Excessive usage of Water on Lawns

 Endophyte-enhanced seed blends have also shown resistance to diseases like dollar spot, and red thread. 
Dollar Spot

Red Thread

Why does this fungi seem so important?  In our efforts to reduce chemicals in the landscape, Endophyte-enhanced grass is environmentally friendly and are not genetically modified (GMO).  The time saved and money spent on chemical treatments is a great eco-friendly choice in the landscape.

The seed producers have gone to great lengths to show the benefits in their products.  Many Fescue, Ryegrass, and Bluegrass blends are available.  Local seed formulated in your area are probably best to deal with insects, diseases, and the climate. Landscapes that are sunny, shady, dry, or high traffic areas have specific blends. Local garden centers that sell seed can usually advise you on what seed will meed your requirements. A list of grass varieties can be accessed at The National Turfgrass Evaluation Program at

Endophyte-enhanced grasses are not to be used in pastures where grazing animals feed.  Cattle and horses get very sick and have died eating Endophyte-enhanced pastures.  But what if you have a cat or dog that munches on grass occasionally.  An Assistant Professor from the University of Illinois, Urbana-Champaign College of Veterinary Medicine, Sandra Yi, states that there is no danger for our domestic pets. There has never been a toxic reaction that has been reported for these animals.
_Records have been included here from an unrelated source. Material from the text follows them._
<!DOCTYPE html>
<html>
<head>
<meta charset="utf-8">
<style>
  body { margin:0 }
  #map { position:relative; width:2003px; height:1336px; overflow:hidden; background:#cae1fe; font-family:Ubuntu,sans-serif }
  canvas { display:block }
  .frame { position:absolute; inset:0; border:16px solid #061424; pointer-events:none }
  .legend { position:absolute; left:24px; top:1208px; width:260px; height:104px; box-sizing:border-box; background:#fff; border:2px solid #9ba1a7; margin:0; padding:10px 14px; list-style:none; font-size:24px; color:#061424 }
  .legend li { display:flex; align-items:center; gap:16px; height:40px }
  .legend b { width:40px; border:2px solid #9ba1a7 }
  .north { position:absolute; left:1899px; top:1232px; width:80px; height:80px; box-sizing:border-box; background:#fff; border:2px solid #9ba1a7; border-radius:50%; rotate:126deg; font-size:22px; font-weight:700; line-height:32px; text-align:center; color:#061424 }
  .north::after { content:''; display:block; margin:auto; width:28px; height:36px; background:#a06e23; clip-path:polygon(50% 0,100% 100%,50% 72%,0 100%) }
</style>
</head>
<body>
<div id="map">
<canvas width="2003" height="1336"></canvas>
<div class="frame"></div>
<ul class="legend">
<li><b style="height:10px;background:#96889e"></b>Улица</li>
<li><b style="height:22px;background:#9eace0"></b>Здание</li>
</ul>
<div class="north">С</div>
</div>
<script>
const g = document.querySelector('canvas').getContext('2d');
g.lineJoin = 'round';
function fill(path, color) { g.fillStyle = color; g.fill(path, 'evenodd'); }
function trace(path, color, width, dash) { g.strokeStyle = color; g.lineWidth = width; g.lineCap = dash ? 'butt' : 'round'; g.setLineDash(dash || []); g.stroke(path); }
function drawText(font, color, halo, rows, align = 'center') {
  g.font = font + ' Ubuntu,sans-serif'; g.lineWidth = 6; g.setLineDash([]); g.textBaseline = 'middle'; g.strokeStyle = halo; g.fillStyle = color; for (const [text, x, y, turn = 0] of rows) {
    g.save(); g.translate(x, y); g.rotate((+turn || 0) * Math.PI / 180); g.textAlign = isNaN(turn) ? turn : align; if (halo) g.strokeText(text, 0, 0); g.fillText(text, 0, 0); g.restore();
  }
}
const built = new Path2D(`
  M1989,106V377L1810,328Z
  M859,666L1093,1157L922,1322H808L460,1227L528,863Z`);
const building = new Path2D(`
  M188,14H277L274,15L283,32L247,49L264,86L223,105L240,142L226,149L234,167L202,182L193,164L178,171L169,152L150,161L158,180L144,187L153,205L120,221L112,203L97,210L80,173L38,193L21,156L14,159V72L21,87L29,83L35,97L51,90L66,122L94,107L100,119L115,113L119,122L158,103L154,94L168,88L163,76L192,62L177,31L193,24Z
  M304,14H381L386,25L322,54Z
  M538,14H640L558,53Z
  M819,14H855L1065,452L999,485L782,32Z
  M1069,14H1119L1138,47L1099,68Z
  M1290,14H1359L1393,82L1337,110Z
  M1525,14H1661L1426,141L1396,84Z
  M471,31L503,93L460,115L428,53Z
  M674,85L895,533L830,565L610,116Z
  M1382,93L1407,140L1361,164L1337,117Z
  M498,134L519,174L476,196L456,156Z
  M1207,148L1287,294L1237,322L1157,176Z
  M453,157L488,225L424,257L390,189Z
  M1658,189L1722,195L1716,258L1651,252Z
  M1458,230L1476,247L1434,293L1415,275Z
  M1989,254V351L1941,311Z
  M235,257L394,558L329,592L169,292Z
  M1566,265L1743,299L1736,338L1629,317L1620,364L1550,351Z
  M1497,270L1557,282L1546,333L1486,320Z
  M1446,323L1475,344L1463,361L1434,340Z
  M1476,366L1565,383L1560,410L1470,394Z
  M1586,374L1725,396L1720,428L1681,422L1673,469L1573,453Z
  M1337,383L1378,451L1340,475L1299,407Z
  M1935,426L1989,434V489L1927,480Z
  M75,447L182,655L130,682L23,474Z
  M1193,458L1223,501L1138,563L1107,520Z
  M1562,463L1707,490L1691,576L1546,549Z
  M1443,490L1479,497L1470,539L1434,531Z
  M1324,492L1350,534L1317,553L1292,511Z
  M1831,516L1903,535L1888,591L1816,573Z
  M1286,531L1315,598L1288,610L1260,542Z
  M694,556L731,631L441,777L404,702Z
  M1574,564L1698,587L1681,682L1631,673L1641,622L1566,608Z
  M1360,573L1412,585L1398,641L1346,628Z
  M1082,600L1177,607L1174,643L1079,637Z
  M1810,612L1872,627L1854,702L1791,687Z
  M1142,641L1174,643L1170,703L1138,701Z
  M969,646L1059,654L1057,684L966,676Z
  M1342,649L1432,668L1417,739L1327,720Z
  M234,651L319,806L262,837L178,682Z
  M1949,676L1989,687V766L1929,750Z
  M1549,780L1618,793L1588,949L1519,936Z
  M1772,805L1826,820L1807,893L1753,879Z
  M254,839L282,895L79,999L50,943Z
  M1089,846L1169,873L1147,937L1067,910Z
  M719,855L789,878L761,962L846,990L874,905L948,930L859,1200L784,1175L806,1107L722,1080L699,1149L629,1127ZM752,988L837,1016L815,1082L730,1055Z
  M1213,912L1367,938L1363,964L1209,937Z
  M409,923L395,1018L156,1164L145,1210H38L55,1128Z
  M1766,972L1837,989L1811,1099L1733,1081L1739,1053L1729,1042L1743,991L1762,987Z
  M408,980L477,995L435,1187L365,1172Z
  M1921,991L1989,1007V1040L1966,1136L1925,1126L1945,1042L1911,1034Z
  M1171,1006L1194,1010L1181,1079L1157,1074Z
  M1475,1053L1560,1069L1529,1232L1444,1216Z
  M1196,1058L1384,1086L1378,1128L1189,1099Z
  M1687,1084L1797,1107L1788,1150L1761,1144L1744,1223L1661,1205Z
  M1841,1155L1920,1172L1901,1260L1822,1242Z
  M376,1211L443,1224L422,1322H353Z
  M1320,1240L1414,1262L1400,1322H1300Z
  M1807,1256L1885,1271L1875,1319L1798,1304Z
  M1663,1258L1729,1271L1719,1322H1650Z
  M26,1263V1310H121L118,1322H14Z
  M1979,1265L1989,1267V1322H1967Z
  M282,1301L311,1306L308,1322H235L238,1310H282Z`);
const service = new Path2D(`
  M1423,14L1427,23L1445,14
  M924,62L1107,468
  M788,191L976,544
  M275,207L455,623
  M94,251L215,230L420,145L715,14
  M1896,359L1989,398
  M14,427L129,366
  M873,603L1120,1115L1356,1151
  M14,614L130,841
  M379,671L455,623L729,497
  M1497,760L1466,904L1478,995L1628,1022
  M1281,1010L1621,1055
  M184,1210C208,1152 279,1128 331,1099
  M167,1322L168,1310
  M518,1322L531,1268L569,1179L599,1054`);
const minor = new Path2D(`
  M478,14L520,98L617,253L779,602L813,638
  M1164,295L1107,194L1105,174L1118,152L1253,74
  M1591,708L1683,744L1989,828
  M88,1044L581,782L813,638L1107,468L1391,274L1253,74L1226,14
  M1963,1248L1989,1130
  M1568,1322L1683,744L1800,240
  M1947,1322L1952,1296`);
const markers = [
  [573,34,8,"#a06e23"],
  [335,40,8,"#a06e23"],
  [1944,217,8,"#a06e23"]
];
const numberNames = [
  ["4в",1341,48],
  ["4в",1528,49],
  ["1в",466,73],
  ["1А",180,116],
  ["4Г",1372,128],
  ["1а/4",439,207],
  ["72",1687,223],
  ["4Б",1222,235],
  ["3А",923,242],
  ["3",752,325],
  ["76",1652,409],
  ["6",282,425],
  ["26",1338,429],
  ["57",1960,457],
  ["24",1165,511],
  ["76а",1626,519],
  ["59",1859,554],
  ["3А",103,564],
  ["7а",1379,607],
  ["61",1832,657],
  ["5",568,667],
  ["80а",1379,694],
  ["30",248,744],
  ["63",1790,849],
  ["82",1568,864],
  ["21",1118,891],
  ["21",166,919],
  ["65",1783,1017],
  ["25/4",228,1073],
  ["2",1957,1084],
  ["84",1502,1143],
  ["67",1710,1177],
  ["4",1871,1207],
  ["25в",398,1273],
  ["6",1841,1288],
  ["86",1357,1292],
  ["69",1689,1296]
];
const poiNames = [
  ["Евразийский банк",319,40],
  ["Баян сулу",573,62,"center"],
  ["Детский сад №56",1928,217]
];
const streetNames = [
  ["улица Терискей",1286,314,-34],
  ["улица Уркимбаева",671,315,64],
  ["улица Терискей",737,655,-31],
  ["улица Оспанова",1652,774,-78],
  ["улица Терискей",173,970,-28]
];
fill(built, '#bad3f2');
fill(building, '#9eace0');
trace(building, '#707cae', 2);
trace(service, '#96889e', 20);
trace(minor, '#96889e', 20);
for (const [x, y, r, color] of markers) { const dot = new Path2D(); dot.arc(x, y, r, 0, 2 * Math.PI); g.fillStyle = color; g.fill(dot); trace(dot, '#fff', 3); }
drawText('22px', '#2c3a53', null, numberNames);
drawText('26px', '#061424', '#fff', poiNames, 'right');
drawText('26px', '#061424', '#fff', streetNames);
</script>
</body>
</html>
 Over seeding the lawn with these Endophyte-enhanced seed can go a long way to get your grass more organic.  I wrote a post earlier this week about dormant seeding the lawn during winter. So, getting more and more Endophyte-enriched seed integrated into the lawn will reduce the need for pesticides, minimal fertilizers, and water.

Over seeding in the fall will also benefit the lawn.  Just make sure that the seed is Endophyte-enhanced, makes contact with the soil, and is kept moist until it germinates. Annual over seeding will enhance weak, thin grass, and will fill in bare spots.